The sixth chapter analyses new forms of perception and surveillance introduced by contemporary technologies. I claim that the specificity of contemporary technologies is not to allow us to perceive at a distance but to perceive in a non-reciprocity. Information theory (as Wiener sets it up) makes it possible to imagine (and to a certain extent to create) a non-reciprocal perception. If I shake hands with a friend, I touch her hand, and she touches mine. We cannot do otherwise. But in some museums, and thanks to tactile devices, I can touch an antique vase without risking to break it or to hurt my finger on the chipped corner. I touch while being intangible. On the other hand, while sight, in life, gives us a global image (I enter a ballroom, and I see everything at once, the silhouettes of the dancers, their relative positions), our screens give us a multitude of local views: small vignettes with faces in close-up.

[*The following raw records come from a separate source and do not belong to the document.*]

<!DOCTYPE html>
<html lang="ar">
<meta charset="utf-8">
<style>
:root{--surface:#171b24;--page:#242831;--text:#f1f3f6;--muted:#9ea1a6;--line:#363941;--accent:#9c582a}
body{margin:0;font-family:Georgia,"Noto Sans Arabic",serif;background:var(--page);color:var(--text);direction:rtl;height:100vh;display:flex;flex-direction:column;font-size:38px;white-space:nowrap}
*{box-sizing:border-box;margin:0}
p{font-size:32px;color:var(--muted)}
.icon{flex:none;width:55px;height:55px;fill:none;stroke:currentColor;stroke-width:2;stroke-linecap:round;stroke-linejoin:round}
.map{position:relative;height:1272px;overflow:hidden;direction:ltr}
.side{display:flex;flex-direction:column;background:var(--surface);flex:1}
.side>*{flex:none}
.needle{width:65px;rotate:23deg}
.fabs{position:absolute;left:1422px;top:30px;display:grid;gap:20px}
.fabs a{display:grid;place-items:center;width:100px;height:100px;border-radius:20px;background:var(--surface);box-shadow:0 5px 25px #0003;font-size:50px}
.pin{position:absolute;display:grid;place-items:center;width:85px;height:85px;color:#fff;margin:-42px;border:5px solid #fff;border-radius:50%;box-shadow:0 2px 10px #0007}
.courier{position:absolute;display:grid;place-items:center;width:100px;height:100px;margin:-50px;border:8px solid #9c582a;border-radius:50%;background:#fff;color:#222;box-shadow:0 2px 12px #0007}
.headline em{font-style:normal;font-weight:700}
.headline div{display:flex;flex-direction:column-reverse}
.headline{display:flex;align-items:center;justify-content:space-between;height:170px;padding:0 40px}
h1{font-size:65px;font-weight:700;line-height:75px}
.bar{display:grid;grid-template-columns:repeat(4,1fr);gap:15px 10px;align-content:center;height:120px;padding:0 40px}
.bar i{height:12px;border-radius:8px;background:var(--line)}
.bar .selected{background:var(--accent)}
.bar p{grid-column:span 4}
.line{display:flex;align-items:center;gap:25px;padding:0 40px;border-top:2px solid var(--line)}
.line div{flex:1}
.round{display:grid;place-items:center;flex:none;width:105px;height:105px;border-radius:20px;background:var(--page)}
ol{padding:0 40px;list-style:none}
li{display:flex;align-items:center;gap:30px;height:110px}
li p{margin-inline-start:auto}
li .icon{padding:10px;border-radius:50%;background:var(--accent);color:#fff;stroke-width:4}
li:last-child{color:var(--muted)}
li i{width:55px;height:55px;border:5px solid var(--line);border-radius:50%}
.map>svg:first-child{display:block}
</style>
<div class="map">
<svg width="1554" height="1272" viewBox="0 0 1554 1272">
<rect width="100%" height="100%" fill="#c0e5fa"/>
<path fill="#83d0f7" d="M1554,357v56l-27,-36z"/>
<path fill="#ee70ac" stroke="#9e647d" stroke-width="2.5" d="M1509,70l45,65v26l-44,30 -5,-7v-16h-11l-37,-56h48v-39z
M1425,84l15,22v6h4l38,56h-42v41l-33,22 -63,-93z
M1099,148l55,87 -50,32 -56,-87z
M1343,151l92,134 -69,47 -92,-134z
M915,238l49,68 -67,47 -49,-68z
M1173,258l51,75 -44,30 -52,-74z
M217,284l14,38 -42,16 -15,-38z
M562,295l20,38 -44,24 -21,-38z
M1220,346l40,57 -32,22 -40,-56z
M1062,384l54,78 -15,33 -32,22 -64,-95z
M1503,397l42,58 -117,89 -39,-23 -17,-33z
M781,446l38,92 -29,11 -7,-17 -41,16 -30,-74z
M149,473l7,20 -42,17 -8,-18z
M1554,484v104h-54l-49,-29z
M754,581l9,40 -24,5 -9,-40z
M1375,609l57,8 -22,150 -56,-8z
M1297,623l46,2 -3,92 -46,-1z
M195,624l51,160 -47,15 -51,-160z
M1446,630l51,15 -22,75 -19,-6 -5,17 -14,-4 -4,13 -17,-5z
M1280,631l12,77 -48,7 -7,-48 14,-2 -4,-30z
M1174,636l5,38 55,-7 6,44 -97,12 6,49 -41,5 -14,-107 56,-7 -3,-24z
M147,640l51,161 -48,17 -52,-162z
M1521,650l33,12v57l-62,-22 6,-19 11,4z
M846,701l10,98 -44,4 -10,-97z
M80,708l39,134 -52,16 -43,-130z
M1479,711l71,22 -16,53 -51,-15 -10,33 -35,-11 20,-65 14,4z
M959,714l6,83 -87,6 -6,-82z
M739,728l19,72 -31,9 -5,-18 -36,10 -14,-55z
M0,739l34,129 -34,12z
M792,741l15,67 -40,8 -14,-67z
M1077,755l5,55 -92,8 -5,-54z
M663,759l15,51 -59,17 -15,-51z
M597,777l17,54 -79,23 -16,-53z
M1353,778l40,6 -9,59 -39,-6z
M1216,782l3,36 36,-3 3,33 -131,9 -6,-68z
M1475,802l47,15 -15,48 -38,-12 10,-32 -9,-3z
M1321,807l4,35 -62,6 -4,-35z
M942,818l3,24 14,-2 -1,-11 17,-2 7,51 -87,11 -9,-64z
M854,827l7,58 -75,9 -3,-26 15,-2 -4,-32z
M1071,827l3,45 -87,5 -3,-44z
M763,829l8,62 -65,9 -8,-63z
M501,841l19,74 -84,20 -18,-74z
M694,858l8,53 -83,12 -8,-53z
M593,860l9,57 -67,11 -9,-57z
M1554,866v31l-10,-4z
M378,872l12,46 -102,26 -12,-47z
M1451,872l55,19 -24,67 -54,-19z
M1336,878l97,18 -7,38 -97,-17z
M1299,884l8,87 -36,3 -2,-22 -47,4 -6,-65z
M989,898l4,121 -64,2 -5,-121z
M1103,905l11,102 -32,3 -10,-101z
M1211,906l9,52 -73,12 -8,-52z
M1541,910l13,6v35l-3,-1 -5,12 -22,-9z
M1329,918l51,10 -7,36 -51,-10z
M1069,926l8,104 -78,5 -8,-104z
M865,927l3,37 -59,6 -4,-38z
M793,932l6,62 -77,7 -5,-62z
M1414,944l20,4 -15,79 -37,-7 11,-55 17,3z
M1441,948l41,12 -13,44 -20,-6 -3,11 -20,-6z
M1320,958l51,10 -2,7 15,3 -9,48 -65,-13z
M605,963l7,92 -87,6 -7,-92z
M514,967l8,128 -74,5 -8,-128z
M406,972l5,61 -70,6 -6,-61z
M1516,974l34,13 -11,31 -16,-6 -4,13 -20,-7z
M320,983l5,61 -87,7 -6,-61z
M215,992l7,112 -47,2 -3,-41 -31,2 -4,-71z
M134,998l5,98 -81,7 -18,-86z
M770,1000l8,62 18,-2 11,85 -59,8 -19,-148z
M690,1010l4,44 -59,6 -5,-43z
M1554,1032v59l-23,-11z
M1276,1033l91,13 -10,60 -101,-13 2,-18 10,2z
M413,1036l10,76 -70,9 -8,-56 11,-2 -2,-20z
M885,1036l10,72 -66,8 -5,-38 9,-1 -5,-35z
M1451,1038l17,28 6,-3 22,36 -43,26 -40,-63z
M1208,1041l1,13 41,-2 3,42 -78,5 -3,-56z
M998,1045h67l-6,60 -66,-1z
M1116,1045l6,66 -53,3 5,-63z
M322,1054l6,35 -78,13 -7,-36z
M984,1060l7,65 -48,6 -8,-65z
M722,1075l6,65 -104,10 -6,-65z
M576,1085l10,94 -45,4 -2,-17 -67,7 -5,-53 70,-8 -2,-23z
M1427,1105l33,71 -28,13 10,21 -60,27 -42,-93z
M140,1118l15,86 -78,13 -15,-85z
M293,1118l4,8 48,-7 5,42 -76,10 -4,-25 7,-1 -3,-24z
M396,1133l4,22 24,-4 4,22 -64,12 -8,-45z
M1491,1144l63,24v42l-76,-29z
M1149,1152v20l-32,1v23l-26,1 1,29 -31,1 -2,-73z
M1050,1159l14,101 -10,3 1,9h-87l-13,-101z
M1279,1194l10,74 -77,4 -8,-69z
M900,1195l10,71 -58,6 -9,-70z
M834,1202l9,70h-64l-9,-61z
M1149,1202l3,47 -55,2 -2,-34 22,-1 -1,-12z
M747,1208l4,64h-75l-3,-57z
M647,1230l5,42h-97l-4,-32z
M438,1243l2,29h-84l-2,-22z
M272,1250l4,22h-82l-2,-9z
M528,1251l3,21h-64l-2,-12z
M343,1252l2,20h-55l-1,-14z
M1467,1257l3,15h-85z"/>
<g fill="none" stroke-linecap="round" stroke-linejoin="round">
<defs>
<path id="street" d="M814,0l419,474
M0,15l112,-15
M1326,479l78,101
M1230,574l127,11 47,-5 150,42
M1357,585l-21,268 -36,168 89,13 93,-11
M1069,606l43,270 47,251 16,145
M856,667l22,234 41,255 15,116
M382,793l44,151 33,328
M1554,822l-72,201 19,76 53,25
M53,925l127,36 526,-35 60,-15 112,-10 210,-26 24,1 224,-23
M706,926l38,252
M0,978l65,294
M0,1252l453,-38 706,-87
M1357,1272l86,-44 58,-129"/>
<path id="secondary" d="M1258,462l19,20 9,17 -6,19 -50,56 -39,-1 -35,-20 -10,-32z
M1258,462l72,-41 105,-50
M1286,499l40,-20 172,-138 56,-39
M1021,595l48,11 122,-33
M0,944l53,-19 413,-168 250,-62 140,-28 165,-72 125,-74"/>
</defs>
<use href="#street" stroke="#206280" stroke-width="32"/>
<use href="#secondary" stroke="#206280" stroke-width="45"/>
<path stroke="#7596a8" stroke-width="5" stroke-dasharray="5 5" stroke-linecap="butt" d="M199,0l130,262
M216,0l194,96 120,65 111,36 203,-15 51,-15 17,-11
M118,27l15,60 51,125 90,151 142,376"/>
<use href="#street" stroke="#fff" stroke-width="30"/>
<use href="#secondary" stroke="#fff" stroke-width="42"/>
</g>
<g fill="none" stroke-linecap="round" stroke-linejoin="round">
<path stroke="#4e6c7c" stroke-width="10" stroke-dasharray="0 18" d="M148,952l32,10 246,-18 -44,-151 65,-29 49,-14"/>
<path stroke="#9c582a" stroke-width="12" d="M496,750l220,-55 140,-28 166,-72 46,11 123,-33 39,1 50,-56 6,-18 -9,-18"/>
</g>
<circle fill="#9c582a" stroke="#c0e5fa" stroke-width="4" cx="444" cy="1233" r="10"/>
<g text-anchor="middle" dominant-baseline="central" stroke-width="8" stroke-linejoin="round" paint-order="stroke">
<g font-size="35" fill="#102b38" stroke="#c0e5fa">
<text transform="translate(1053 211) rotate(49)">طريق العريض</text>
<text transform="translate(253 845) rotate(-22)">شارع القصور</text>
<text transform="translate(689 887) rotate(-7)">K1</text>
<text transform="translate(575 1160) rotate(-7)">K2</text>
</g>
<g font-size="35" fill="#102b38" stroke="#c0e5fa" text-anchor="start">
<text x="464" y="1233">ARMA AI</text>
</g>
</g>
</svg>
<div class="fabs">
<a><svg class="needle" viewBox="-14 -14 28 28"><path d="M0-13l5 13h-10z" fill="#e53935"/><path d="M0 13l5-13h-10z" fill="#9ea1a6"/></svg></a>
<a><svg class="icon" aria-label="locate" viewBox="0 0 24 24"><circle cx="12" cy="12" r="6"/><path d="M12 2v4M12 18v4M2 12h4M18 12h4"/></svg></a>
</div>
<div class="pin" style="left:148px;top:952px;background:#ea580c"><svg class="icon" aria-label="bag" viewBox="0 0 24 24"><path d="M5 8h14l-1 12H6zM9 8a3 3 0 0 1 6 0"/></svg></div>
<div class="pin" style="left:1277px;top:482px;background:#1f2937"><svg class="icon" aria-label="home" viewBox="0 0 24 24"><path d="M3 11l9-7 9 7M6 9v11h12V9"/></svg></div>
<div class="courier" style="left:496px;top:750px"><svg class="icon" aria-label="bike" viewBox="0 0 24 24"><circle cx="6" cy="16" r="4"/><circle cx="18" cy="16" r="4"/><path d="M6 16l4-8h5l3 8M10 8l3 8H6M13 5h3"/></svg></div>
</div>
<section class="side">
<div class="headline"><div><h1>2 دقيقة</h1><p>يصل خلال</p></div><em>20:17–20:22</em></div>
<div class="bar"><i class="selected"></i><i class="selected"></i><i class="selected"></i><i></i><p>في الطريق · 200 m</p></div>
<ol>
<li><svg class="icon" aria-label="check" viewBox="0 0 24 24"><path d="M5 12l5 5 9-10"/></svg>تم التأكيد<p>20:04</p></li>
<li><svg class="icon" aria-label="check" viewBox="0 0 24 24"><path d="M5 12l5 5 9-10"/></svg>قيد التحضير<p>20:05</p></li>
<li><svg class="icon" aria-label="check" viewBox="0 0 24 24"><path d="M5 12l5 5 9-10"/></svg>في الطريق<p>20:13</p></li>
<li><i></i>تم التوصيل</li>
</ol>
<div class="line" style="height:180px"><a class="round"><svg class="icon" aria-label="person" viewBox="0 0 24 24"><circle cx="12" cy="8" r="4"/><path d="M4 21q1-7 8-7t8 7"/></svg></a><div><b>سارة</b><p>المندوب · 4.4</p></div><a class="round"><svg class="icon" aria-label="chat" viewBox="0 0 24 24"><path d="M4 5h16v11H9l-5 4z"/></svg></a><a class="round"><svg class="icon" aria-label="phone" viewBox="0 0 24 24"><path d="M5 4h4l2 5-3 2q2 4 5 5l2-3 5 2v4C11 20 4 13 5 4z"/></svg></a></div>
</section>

It is, in the words of Deleuze and Guattari, a haptic perception and no longer an optical one. Technological perception is haptic but contrary to touch it is non reciprocal. Contemporary technologies open up a form of perception and surveillance that I call synhaptic and that must be contrasted with the panoptic model that Foucault put at the foundation of disciplinary societies.

The conclusion takes up these themes in relation to S. Butler's novel Erewhon and more particularly to the chapters entitled "The Book of Machines". Butler hints at how humans may become "parasites" in relation to machines. Technology for Butler does not have consciousness, nor intelligence, nor instinct, nor life, but it tends to extend itself, to develop itself. We contribute to its extension as the bacteria in our stomach contribute to our own life. Technology transforms humans but does not destroy them by itself. It only asks them to help it expand, like my phone beeps to catch my eye and, when it is a bit old, tells me by all sorts of signs, which are like a little voice: "buy a new, more powerful model".

However, as we approach a climate catastrophe, we must learn to turn it off (at least from time to time).